Chanson d’automne
I was a champion school-cryer in my days at GFS. I cried in kindergarten when I fell off a trike and scraped the shit out of my knee, I cried in 5th grade when I forgot the rough draft of my report on the Vikings, I cried in 8th grade Latin class after failing an algebra midterm, and my last week of senior year was pretty much non-stop weeping.
Today, age almost 21 and of what I thought was sound mind, I regressed. The fact that I cannot for the life of me understand what Descartes is saying about reason and God and whatever pushed me to say profoundly stupid things in class, and eventually I just settled on “je ne sais pas” as a good catchall. Everyone else, however, was taking to Discours de la méthode just fine, which made me feel infinitely worse. Through much tooth-gritting and staring very very intently at the toes of my boots, I managed not to cry in class.
But, of course, it turned out I had failed my French test. And so I found myself clutching a sheet of graph paper hopelessly marred with red ink, breathing like an asthmatic with hiccups and stammering to my smart and dignified French professor that “I am very sorry and I am embarrassing but I am a little uneasy because I am just come from a class where I didn’t understand nothing and…voilà.”

But after many kind words from both professors and classmates alike, I dusted myself off and proceeded to the Bastille farmer’s market.
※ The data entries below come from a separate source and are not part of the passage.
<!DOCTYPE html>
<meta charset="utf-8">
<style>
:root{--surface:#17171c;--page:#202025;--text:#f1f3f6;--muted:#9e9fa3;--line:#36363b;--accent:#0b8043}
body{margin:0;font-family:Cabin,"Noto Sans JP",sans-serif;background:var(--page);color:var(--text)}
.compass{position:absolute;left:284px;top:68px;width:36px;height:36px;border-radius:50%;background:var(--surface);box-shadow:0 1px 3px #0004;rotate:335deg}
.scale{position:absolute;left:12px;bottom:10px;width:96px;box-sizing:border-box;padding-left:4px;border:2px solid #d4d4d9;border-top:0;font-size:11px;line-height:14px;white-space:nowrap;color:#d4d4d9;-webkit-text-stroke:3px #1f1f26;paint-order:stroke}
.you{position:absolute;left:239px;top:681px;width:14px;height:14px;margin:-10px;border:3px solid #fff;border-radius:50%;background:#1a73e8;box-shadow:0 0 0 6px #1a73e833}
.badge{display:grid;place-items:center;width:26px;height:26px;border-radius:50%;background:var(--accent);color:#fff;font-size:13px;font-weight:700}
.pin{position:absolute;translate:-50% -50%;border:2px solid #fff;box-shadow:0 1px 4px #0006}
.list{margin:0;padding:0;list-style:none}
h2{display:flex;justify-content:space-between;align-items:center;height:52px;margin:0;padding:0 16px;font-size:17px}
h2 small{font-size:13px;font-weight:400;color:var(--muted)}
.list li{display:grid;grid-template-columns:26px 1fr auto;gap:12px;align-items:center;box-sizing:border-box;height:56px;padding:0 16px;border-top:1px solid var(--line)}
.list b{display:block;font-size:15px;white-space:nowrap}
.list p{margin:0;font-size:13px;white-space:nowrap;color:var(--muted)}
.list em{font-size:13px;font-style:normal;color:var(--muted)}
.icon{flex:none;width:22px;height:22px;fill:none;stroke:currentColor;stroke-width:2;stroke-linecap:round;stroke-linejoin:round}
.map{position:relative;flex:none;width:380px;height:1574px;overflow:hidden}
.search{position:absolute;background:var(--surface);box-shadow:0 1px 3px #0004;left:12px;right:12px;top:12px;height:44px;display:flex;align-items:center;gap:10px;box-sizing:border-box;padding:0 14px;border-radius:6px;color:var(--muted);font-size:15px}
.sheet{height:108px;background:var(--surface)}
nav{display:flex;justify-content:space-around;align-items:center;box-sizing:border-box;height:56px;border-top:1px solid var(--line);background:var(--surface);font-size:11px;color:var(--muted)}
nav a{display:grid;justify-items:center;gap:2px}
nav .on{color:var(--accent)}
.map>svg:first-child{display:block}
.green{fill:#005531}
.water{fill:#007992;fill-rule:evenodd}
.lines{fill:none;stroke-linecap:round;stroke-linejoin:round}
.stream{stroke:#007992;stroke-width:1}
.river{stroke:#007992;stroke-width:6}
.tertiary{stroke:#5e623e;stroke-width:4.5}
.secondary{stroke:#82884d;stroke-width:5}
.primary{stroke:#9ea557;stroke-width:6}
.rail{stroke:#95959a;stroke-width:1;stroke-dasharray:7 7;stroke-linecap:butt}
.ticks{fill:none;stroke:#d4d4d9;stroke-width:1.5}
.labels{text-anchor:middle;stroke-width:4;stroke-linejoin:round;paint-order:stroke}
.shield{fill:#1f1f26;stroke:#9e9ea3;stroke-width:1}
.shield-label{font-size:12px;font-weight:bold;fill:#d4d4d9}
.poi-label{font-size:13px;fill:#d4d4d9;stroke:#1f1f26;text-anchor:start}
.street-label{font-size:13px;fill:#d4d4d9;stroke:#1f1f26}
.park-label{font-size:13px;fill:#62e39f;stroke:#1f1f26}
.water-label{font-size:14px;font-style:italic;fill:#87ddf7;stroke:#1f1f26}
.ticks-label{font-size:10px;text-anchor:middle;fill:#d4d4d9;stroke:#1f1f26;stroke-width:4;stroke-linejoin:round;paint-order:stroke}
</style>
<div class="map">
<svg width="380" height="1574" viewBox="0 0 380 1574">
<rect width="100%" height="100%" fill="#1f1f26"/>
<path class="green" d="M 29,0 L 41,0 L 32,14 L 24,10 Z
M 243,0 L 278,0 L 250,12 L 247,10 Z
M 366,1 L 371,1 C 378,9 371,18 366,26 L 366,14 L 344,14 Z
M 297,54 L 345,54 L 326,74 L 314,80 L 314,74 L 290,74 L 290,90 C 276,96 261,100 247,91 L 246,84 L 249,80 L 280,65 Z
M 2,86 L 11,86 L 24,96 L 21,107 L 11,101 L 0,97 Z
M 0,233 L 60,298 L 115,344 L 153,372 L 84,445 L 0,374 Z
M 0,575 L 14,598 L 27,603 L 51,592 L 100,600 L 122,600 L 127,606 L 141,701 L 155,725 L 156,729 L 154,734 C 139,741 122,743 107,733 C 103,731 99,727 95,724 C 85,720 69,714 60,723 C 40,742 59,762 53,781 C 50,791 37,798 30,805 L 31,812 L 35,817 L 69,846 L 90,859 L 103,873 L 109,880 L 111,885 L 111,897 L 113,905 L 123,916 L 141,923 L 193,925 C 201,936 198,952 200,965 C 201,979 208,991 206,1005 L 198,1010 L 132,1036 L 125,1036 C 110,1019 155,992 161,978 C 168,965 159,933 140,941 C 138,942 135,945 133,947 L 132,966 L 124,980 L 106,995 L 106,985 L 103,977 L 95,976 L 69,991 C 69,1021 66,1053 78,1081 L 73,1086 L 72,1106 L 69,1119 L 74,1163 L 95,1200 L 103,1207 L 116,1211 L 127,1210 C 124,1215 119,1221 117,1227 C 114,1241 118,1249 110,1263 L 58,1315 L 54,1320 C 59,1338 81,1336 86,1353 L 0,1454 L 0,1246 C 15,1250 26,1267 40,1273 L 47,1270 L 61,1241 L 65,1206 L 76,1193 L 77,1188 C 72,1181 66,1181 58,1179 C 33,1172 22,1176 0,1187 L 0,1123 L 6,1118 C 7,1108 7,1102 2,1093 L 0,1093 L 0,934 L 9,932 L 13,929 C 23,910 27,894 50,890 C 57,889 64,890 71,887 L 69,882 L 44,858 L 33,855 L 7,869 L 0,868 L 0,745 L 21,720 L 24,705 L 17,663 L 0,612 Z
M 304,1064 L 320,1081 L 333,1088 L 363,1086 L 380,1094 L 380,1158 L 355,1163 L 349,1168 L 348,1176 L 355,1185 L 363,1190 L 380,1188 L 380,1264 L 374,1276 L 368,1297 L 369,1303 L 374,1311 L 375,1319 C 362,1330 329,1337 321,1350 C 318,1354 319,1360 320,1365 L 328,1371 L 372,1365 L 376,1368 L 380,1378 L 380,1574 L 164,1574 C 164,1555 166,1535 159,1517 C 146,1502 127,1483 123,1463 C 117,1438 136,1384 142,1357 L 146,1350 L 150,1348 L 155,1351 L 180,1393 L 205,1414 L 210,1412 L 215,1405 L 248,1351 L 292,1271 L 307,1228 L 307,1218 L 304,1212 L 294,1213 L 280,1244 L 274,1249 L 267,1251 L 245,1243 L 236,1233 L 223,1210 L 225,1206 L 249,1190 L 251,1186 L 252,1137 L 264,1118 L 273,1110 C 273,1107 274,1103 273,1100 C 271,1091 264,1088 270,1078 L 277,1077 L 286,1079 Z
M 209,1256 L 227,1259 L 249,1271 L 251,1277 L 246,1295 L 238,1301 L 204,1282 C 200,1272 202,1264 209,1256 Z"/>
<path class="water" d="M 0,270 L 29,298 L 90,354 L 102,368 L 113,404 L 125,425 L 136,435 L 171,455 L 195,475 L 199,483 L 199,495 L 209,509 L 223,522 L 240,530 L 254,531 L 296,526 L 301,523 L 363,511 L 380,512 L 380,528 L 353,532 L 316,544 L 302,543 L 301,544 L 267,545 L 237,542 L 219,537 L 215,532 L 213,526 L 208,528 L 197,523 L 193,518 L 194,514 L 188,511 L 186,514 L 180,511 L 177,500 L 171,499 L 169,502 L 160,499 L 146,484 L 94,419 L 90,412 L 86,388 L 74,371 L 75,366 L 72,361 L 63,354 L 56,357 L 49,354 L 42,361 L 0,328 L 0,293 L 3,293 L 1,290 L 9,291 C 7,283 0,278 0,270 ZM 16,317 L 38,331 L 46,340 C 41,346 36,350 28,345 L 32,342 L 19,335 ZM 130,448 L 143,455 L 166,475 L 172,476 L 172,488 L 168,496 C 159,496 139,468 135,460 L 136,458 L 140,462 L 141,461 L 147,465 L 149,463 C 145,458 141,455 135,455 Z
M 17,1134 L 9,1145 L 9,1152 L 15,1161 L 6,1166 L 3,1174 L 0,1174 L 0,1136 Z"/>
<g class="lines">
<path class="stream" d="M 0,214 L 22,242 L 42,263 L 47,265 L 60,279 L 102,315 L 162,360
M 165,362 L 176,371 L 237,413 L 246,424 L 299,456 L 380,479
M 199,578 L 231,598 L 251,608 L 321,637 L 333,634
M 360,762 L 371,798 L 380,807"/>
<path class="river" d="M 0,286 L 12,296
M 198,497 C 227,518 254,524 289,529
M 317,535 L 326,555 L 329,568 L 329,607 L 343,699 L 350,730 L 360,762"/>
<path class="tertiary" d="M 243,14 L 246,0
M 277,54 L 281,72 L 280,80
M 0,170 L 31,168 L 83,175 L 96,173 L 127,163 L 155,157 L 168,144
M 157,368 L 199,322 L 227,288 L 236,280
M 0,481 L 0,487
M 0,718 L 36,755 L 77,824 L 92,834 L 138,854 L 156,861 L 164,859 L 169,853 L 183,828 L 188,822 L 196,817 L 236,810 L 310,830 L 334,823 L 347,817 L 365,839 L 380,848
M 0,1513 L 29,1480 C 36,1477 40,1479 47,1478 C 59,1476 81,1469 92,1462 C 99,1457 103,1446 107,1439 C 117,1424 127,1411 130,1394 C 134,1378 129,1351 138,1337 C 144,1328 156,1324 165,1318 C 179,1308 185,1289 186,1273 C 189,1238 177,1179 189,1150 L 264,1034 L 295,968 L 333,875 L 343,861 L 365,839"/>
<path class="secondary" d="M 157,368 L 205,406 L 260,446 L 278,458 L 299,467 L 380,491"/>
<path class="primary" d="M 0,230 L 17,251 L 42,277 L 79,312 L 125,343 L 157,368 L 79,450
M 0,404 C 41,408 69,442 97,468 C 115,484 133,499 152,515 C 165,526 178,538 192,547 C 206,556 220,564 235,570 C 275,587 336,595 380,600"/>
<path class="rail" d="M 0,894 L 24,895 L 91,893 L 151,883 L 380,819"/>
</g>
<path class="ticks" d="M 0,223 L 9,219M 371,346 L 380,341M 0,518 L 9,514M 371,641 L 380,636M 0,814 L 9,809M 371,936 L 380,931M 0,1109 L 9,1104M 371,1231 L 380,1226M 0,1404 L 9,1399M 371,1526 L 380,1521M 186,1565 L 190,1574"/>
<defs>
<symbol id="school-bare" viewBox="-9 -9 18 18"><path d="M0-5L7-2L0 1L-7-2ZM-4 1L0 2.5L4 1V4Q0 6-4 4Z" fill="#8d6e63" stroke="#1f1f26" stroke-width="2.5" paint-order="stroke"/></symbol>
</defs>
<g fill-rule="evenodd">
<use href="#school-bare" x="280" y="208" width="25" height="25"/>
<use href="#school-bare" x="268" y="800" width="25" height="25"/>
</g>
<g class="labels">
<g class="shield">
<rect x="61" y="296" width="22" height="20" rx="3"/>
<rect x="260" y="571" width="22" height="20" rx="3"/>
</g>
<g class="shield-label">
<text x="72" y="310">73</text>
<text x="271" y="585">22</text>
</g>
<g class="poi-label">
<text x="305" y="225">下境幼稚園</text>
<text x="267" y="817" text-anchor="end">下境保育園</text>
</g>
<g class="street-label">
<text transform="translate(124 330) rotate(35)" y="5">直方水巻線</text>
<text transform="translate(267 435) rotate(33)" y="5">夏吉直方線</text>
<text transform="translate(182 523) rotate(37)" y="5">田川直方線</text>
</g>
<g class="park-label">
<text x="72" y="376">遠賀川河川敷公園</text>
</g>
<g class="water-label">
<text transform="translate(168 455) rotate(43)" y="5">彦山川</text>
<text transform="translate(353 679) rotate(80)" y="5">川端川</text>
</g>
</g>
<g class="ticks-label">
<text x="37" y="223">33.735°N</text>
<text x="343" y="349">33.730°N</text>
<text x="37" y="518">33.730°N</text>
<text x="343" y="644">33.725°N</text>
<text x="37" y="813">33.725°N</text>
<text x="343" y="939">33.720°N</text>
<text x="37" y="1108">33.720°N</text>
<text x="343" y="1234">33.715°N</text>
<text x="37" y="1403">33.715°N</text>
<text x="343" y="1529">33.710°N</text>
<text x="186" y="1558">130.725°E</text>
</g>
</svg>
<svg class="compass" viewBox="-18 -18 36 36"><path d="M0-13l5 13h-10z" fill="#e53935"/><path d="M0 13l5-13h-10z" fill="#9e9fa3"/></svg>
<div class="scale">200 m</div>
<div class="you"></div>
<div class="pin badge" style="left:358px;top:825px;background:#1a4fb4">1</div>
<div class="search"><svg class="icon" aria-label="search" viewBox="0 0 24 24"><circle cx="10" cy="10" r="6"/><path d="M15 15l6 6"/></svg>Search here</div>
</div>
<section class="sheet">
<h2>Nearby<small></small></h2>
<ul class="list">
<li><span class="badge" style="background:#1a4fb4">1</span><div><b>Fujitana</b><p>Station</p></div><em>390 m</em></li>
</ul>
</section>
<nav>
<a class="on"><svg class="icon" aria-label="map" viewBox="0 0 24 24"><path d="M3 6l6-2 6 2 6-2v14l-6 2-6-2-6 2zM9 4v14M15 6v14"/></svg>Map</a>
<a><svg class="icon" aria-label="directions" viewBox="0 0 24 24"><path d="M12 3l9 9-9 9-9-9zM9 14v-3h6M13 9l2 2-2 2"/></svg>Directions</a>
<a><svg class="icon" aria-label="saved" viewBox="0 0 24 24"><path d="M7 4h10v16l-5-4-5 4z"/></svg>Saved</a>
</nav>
For most girls, “retail therapy” means a trip to H&M and a few new pairs of leggings. For me, it means 15 eggs from a basket, four slight blemished sweet potatoes for the bargain price of one euro, a hunk of chèvre with a wrinkly white skin and a creamy inside, and three apples, produced for me from a basket by a friendly farmer when I told him “I am looking for an apple to make cooked”.
So I’ll have to reset my “This Girl Has Gone 3 Years Without Melting Down in School” sign, but tant pis. This is the price you pay to read philosophers in their original languages.